Он потянул рычаг. Верхняя пластина пресса опустилась на заготовку, мягкое золото смялось, повторяя изгибы резных форм.
— А теперь, с позволения вашего величества, просто отпустите, чтобы формы разошлись, — подсказал чеканщик.
Когда Крисп подчинился, мастер вынул только что отчеканенную монету и внимательно осмотрел.
— Превосходно! Не будь у вас иных забот, ваше величество, я бы вас нанял к себе. — Посмеявшись собственной шутке, чеканщик передал монету Криспу. — Вот, ваше величество, — первый золотой вашего правления!
Крисп взвесил золотой на ладони. Монета лежала аверсом кверху. С нее на императора смотрел Фос, суровый судия, чей лик столетиями освящал видесские монеты. Крисп перевернул золотой, чтобы глянуть на собственную физиономию — аккуратная, пусть и чуть длинноватая бородка, нос с горбинкой. Венчала портрет императорская корона. Вокруг бежали крохотные, но четкие буковки: «Крисп Автократор».
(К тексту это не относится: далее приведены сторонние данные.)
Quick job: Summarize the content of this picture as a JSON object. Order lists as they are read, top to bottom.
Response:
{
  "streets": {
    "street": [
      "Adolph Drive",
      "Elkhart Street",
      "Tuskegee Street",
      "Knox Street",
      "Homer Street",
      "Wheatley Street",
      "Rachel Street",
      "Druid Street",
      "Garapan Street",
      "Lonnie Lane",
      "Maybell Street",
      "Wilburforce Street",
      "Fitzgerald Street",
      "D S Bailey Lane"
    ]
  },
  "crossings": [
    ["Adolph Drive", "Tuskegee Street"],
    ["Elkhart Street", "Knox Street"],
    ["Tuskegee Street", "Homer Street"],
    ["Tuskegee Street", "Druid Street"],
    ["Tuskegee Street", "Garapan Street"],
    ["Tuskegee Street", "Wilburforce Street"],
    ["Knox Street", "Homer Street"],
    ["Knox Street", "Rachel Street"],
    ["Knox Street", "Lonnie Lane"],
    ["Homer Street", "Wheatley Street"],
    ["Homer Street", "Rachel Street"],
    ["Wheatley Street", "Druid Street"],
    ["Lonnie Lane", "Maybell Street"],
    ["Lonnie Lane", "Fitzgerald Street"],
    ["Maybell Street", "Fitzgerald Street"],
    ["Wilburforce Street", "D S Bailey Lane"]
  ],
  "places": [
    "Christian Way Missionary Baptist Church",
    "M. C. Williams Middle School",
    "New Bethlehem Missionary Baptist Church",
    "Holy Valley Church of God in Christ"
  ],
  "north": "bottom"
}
Крисп покачал головой. Золотой вновь напомнил ему, что теперь император — он.
— Поблагодарите от меня резчика, почтенный, — сказал он. — Так быстро вырезать форму, и так похоже — да он просто волшебник.
— Я передам ему, ваше величество. Он будет рад. Нам и раньше приходилось работать в спешке, когда Автократоры сменялись весьма внезапно, так что мы, э…
У чеканщика внезапно появилась веская причина срочно осмотреть станок. «Знает, что проговорился», — подумал Крисп. Император занимал трон не по праву наследия; он вырос в деревне на северной границе Видесса — а несколько лет жизни провел и севернее границы, рабом кочевников-кубратов.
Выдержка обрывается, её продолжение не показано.